Martín, 29 anni, cameriere.
Nato in Perù, vive a Milano

Su di me direttamente non ho mai sentito del razzismo, non ho mai pensato che i miei tratti somatici abbiano rappresentato una limitazione. Con questo non voglio dire che in Italia non ci sia: è ovunque, anche tra gli immigrati stessi, è una guerra tra poveri. Episodi come quello di Fermo succedono quando il razzismo latente che pervade la società esplode.

In Italia, del resto, non siete abituati alle differenze. Ma dipende anche da con chi sei, a che ora, con quale aspetto. Mi capita spesso di uscire con un gruppo di latini: quando siamo insieme agli occhi della gente diventiamo immediatamente un branco di immigrati, e l'ostilità nei nostri confronti è palpabile. Quello che ho notato, dall'altra parte, è un grande gap generazionale: i giovani sono molto più aperti rispetto alle persone anziane. Questo mi fa ben sperare.

Ismaele, 25 anni, studente.
Nato a Verona da padre senegalese Non ho mai subito degli episodi di razzismo, e non sono mai stato discriminato in ambito lavorativo o accademico. Ciononostante, sono circondato da una base di sospetto: ho sempre bisogno di farmi conoscere un po' dalla gente prima che abbandonino la diffidenza. Mi capita di chiedere un accendino o delle indicazioni e di vedere la perplessità negli occhi del mio interlocutore—io che non ho nessun accento, figuriamoci chi ce l'ha. Di base quindi, credo che in Italia un po' di razzismo ci sia.

È vero anche che l'Italia è diffidente contro ogni tipo di diversità (di colore, di orientamento sessuale, di religione): l'italiano è spaventato di fronte a ciò che non conosce bene ma si apre quando ci entra in contatto.
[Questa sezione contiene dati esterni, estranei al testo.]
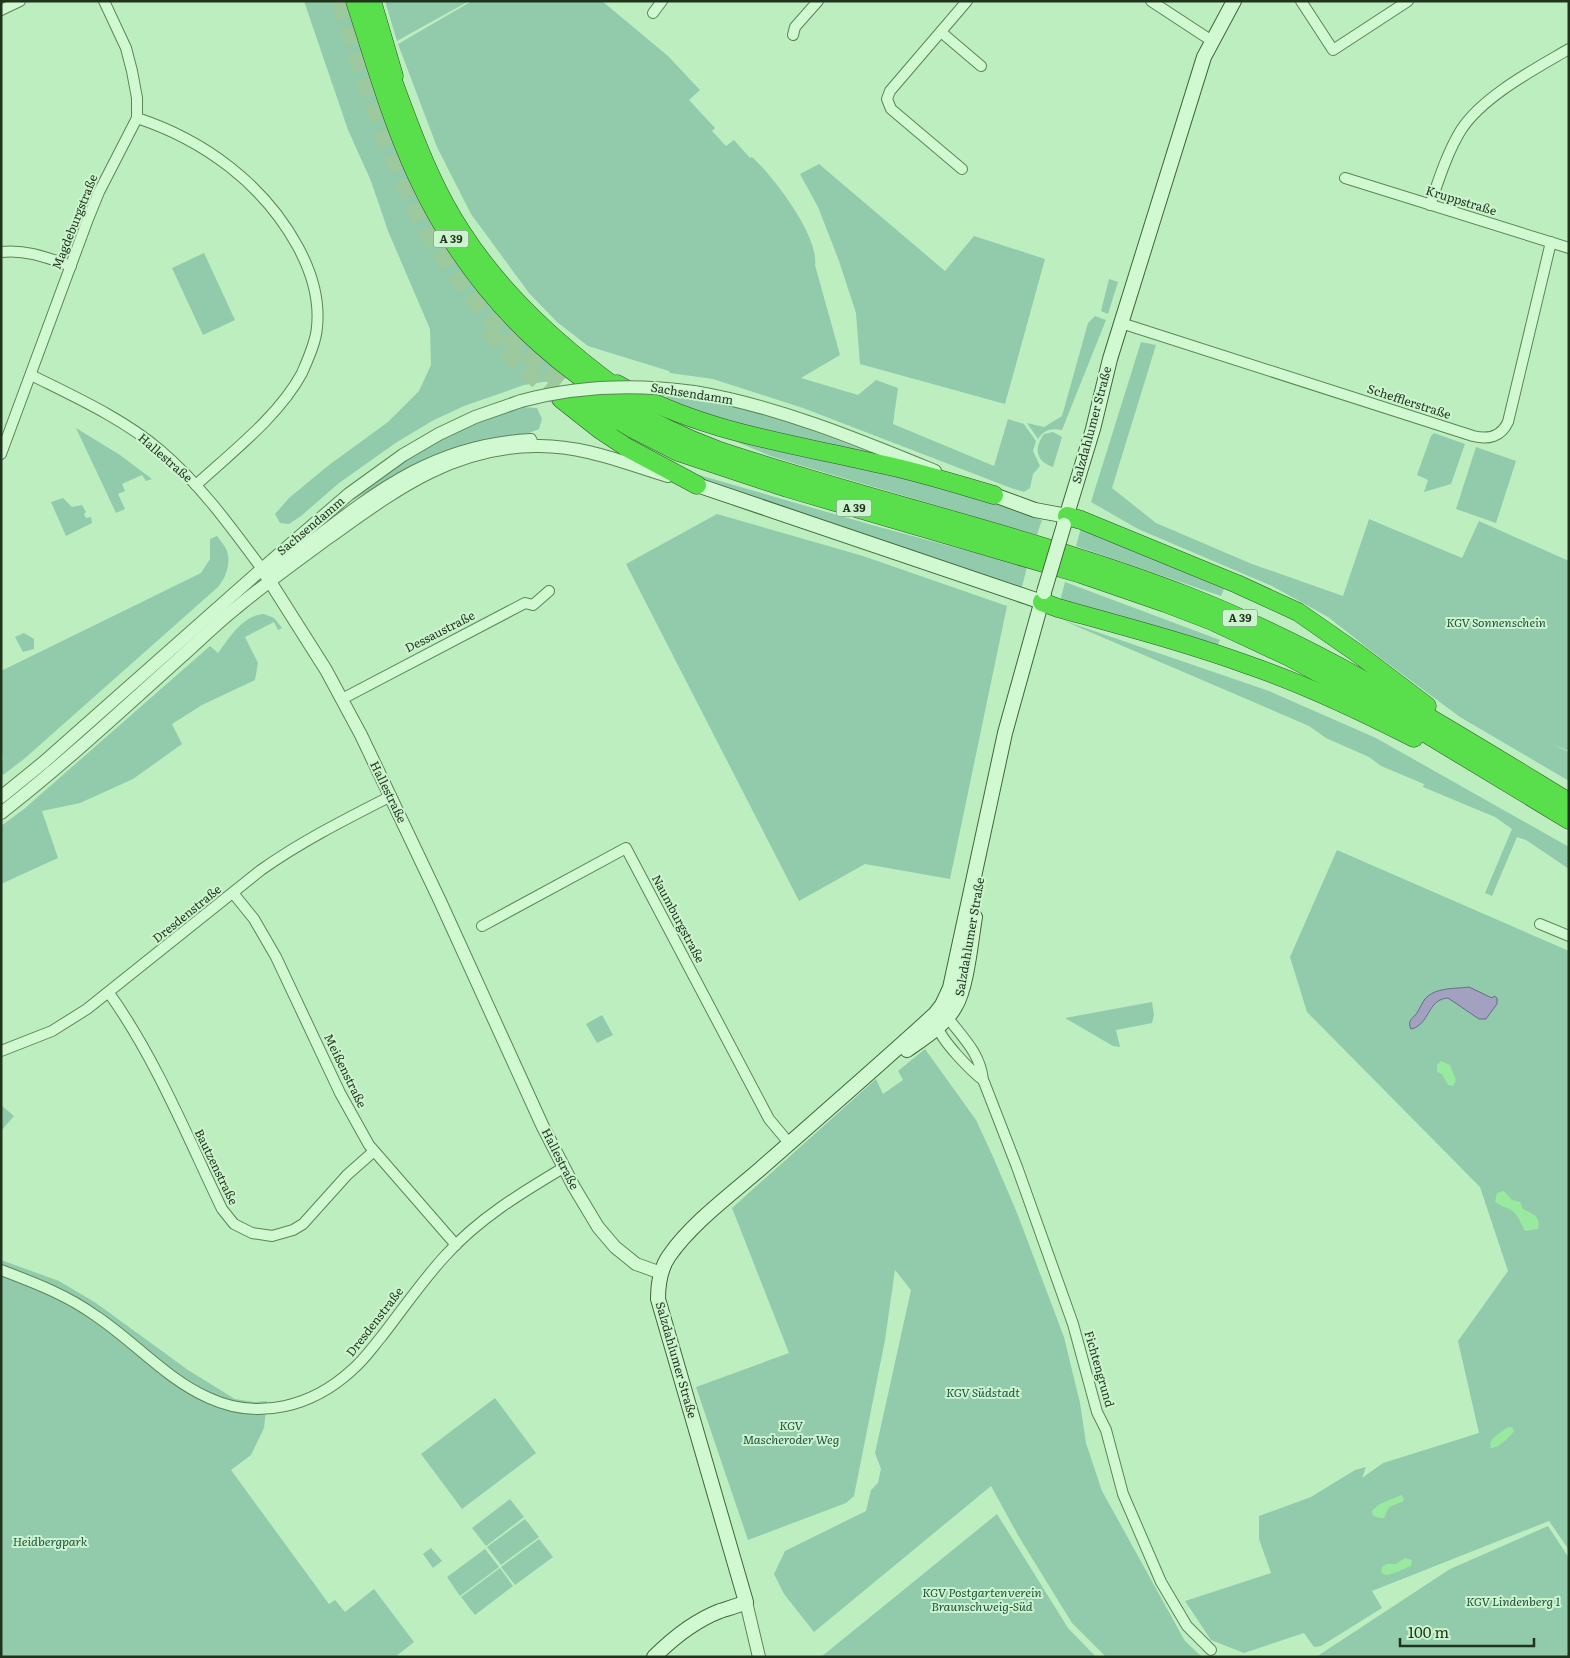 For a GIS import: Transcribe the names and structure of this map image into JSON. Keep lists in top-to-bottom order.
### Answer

Il fatto che negli ultimi anni abbiamo avuto sempre di più a che fare con persone di colore, immigrazione, e diversità, fa sì che le cose stiano gradualmente migliorando, noto meno ostilità. Lo stesso discorso lo posso fare per quanto riguarda la differenza tra Verona (dove ho vissuto fino a quattro anni fa) e Milano: Verona, essendo una città chiusa e piccola, è molto più razzista rispetto a Milano.